En la praxis, ambos síndromes conducen a la anarquía, madre de todas las derrotas.
Preciso es colocar el diagnóstico bajo el supuesto de que el 1 de julio resultó triunfante la opción de izquierda.
Lo cierto es que los resultados electorales, jalonados por un eficaz movimiento social, fueron tipificados como una revolución electoral pacífica.
Los 30 millones de pacíficos votan tes antisistema, una vez delegado el poder, volvieron a sus hogares, a los talleres o a la parcela.

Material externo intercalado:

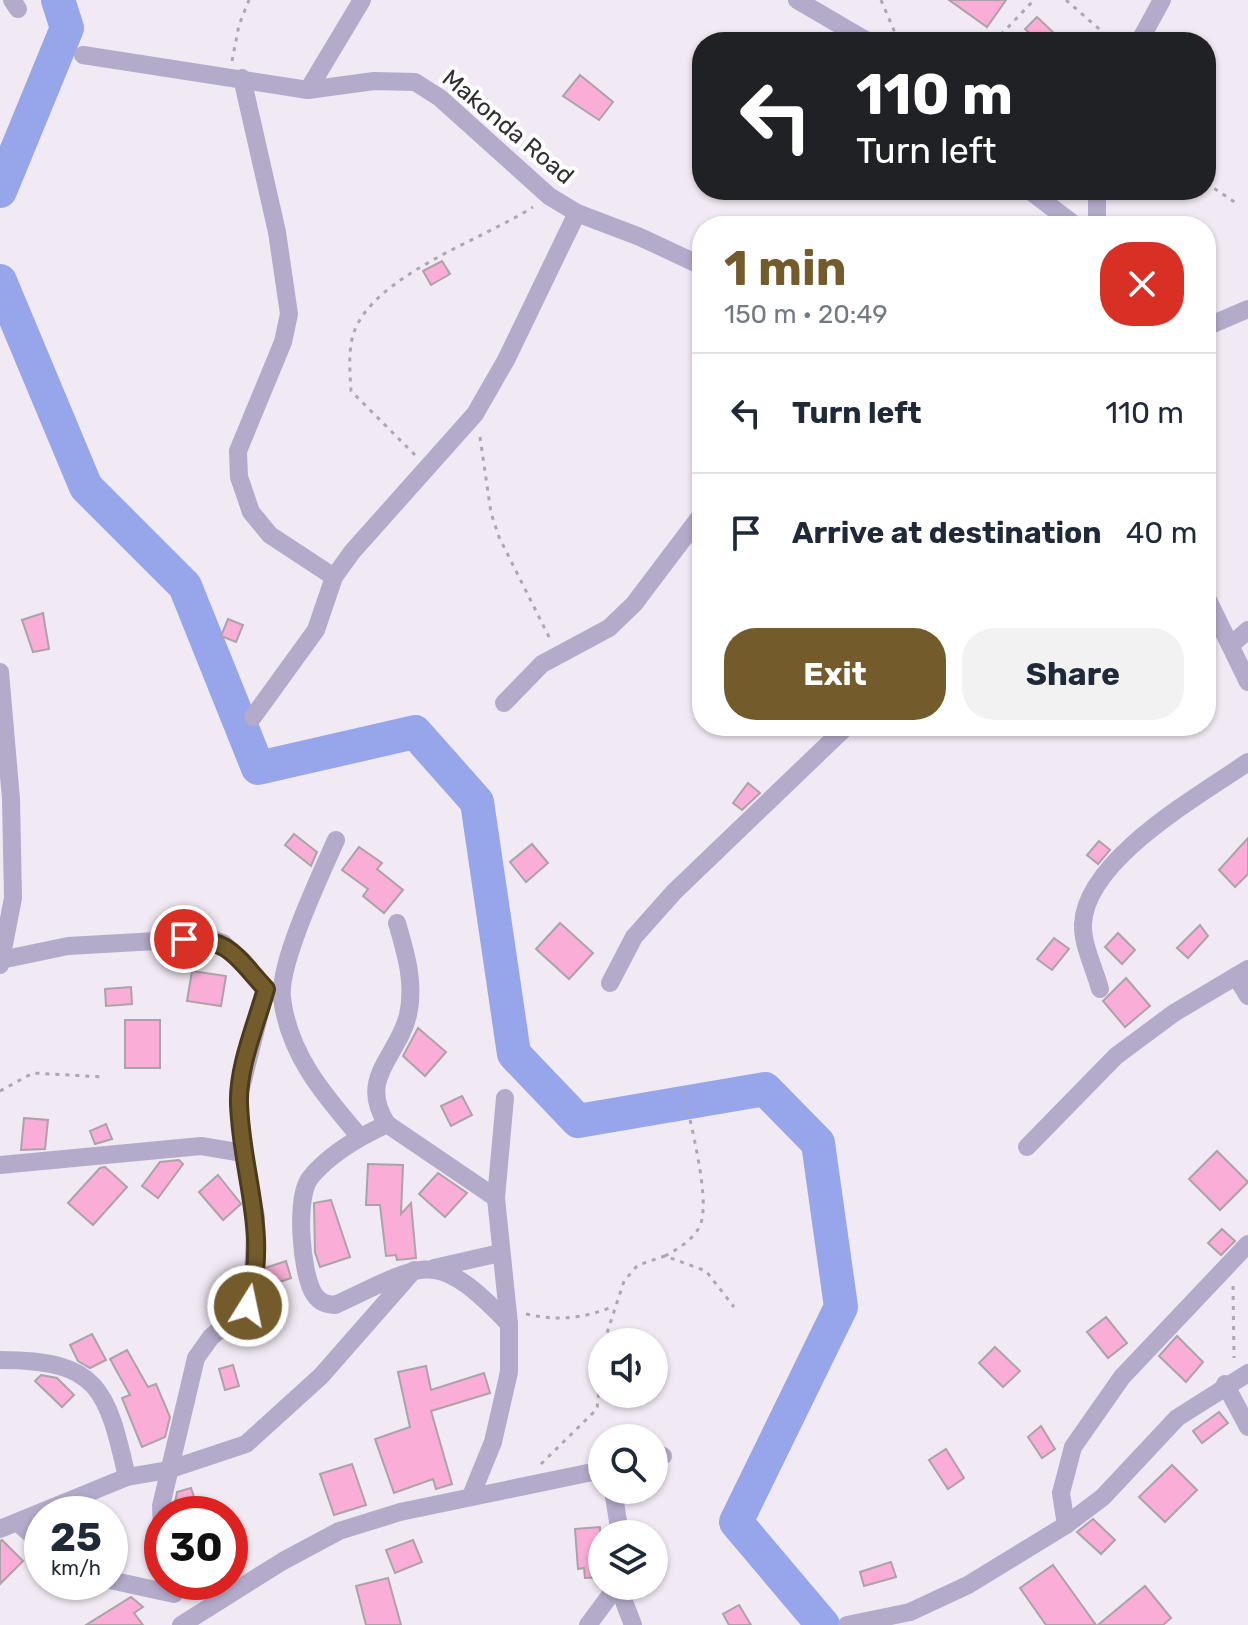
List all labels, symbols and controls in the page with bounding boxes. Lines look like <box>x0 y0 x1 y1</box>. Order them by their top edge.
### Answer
text: 110 m <box>856 62 1013 128</box>
street label: Makonda Road <box>437 64 579 190</box>
icon: left <box>724 64 828 168</box>
text: Turn left <box>856 129 997 172</box>
text: 1 min <box>724 240 847 297</box>
button: close <box>1100 242 1184 326</box>
text: 150 m · 20:49 <box>724 299 888 330</box>
icon: left <box>724 391 768 435</box>
text: Turn left <box>792 395 922 431</box>
text: 110 m <box>1105 395 1184 431</box>
icon: arrive <box>724 511 768 555</box>
text: Arrive at destination <box>792 515 1102 551</box>
text: 40 m <box>1126 515 1197 551</box>
button: Exit <box>724 628 946 720</box>
button: Share <box>962 628 1184 720</box>
pin <box>150 905 218 973</box>
icon: arrive <box>162 917 206 961</box>
position arrow <box>206 1264 290 1348</box>
map controls <box>588 1328 668 1600</box>
button: sound <box>588 1328 668 1408</box>
button: search <box>588 1424 668 1504</box>
speed limit sign: 30 <box>144 1496 248 1600</box>
text: 25 <box>50 1514 102 1561</box>
button: layers <box>588 1520 668 1600</box>
text: km/h <box>51 1556 101 1580</box>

La responsabilidad de una buena administración del bono democrático quedó en manos de quienes ejercen hoy la representación nacional, producto de la expresión de la soberanía popular.
Lo absurdo es que los depositarios de la confianza se hayan dedicado al festín, en lugar de reflexionar que existen 26 millones que votaron por otras opciones.
Lo obvio es que –aunque en minorías fragmentadas– esos también legítimos beneficiarios del sufragio no se iban a quedar con los brazos cruzados.
En el mismo periodo de transición, las fuerzas derrotadas mandaron señales de que sentían que había vida después del fracaso electoral.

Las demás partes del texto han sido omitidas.